Investors expect the ECB not to announce any major shifts in monetary policy on Thursday, while potentially shifting its dialogue towards inflation and the euro’s gains. A willingness to extend asset purchases has also become priced in to European government debt, with yields on German 10-year Bunds — which fall as demand for the securities rises — hovering around a two-week low at minus 0.463 per cent in early European trades on Thursday.
“The impact of the pandemic on market stability is receding,” said Wolfgang Bauer, who manages bond funds for asset manager M&G.
“We could therefore see something of a strategic pivot towards the inflation outlook,” he added, as well as “strength in the euro”.
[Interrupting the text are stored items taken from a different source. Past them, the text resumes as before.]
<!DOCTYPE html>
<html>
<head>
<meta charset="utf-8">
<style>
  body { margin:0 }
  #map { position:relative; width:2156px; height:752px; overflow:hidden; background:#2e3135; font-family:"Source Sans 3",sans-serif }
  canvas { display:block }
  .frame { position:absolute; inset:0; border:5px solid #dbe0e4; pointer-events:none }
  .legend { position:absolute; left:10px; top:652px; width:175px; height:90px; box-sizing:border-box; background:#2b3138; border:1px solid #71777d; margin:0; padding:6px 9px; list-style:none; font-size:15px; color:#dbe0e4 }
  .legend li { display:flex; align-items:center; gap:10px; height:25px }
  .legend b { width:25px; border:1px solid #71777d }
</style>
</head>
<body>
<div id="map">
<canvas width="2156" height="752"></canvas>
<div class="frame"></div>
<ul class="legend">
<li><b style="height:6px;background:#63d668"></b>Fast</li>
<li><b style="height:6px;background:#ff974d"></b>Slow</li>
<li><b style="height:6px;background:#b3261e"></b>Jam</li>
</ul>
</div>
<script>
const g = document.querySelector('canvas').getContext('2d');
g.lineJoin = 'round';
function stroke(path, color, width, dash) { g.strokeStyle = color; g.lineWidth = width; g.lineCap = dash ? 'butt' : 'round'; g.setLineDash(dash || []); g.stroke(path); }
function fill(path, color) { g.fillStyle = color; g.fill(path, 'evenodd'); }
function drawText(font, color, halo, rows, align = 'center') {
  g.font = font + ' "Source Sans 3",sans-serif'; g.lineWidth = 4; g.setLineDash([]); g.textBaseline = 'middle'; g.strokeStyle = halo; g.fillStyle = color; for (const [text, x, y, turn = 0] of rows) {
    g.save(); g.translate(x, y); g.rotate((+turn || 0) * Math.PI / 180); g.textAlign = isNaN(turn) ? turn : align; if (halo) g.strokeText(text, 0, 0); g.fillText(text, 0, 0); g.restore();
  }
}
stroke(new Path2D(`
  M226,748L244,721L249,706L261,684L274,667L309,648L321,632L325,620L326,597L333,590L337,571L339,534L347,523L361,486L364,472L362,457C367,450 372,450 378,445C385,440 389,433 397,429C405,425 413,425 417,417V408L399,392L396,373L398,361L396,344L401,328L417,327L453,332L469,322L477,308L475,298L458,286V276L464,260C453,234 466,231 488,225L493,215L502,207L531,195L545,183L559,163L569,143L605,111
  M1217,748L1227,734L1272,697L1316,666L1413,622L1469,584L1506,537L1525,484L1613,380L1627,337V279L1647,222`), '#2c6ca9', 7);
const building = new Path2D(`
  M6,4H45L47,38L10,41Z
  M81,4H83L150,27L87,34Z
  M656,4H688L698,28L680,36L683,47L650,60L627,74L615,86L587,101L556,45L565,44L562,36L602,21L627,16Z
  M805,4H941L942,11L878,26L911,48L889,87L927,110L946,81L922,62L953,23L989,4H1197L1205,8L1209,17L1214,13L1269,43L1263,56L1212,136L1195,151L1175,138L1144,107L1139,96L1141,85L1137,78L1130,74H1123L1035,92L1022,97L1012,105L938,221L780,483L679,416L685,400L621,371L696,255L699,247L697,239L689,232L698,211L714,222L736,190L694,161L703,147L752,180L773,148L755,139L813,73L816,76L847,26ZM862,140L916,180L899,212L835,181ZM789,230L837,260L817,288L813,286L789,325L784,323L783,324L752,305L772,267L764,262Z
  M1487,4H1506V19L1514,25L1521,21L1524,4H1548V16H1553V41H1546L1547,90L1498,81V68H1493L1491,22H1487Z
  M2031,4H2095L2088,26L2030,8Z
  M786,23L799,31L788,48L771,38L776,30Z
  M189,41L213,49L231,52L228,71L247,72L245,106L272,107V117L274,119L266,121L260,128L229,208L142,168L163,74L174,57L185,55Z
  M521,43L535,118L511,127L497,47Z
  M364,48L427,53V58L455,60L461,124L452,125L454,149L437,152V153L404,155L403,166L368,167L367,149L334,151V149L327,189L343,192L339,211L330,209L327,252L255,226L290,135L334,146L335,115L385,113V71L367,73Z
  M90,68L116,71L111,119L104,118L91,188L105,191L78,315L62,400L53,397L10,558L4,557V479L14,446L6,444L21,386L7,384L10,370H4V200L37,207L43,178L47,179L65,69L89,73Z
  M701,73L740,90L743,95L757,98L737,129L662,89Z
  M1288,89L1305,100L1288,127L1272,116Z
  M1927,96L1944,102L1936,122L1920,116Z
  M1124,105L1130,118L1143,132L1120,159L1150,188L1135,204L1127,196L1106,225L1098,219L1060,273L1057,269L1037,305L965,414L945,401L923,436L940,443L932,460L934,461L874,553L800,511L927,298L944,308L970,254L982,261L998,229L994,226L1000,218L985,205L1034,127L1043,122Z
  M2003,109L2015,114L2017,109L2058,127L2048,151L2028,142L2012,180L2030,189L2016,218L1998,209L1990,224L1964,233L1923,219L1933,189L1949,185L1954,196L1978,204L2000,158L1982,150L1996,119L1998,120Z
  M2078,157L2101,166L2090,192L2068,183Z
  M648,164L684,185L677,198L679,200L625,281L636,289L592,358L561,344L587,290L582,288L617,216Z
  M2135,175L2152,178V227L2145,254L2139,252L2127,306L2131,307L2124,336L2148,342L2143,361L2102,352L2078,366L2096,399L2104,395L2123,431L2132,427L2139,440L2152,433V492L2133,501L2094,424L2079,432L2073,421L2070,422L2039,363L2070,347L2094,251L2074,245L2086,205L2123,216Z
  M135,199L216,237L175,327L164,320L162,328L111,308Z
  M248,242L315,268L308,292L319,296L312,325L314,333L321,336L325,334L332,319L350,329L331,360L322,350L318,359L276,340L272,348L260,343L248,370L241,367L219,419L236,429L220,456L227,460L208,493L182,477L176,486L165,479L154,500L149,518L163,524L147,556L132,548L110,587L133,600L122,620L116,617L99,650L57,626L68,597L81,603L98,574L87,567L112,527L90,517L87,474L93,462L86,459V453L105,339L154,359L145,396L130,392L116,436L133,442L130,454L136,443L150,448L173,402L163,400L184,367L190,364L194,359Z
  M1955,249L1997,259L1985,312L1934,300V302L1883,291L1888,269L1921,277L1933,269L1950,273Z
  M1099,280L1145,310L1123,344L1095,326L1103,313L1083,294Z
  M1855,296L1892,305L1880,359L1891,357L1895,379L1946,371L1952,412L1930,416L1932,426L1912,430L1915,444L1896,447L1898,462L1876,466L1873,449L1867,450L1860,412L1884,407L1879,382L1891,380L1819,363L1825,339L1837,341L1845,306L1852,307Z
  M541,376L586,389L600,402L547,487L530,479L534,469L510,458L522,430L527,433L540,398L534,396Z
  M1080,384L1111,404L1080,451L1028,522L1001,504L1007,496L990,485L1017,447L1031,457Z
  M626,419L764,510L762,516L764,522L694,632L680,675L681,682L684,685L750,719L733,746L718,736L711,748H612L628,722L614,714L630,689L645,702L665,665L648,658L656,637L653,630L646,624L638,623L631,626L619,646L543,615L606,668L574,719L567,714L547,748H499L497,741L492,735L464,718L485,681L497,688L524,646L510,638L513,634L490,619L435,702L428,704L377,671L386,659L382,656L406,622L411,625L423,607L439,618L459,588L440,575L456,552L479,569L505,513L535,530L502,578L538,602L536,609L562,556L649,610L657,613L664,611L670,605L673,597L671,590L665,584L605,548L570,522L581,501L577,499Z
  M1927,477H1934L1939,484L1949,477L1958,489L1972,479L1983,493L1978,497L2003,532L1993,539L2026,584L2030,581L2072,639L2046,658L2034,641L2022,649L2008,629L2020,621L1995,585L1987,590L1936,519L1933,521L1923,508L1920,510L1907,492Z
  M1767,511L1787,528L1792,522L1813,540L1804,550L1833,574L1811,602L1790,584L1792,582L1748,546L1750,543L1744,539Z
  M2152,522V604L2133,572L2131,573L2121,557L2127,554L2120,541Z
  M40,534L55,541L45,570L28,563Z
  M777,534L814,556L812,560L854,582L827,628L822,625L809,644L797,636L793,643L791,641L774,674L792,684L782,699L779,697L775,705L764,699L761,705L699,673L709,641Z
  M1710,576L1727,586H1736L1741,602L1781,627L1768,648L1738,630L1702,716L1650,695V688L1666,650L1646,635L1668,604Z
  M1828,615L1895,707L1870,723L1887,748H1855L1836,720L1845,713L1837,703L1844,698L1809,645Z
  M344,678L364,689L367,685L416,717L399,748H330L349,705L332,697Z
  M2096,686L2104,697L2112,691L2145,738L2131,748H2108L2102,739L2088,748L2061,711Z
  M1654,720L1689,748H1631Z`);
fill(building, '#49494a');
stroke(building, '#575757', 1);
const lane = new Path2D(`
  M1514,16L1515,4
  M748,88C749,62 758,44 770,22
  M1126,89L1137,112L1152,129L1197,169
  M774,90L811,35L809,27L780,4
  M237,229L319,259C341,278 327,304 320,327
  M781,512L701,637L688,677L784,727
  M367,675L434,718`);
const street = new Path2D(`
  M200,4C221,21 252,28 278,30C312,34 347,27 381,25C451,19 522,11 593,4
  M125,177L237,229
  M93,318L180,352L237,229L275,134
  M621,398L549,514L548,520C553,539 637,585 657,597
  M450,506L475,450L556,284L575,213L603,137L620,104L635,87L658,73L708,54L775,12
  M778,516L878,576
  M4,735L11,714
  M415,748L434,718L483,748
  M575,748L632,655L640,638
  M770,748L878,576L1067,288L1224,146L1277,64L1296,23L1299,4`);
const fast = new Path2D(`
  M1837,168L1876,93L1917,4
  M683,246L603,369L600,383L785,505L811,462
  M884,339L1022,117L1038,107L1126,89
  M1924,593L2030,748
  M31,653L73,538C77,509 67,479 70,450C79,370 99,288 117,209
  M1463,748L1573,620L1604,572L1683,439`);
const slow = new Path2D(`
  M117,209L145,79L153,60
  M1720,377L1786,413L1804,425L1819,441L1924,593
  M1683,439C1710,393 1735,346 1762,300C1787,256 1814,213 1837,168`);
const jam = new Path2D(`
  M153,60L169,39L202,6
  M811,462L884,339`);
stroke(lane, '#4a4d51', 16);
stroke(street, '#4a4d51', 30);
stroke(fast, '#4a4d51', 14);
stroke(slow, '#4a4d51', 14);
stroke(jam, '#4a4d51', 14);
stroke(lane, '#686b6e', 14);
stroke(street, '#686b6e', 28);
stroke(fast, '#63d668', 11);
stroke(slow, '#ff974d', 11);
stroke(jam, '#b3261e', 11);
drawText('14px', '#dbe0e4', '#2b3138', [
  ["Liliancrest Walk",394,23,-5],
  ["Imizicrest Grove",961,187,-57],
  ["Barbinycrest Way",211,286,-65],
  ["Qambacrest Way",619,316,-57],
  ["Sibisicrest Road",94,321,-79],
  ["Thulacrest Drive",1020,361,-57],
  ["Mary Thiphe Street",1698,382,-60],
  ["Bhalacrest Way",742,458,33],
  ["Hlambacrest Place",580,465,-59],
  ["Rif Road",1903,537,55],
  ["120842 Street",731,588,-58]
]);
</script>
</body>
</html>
Federal Reserve governor Jay Powell said last month the US central bank was willing to tolerate higher inflation to compensate for weakness in the world’s biggest economy, potentially applying pressure on Ms Lagarde to do the same or accept the euro’s continued appreciation.
European equities opened steady on Thursday morning, having gained in the previous session as US markets began to recover from weakness inspired by sharp falls for highly-valued technology stocks. The region-wide Stoxx 600 edged 0.2 per cent higher, while Germany’s Dax traded flat.
On Wednesday, Wall Street’s tech-heavy Nasdaq Composite rose 2.7 per cent to halt a three-session drop that had put the index in correction territory. The broader S&P 500 finished 2 per cent higher.
In the UK, where investor confidence has been rocked by signs that the government is willing to breach international law to unstitch key parts of the Brexit withdrawal treaty, the FTSE 100 was down 0.1 per cent.
Sterling added 0.2 per cent against the dollar to $1.3013, following volatile recent sessions driven by Brexit deal nerves.
Oil prices steadied after rallying alongside equities on Wednesday, with Brent crude, the international benchmark, trading flat at $40.81 a barrel.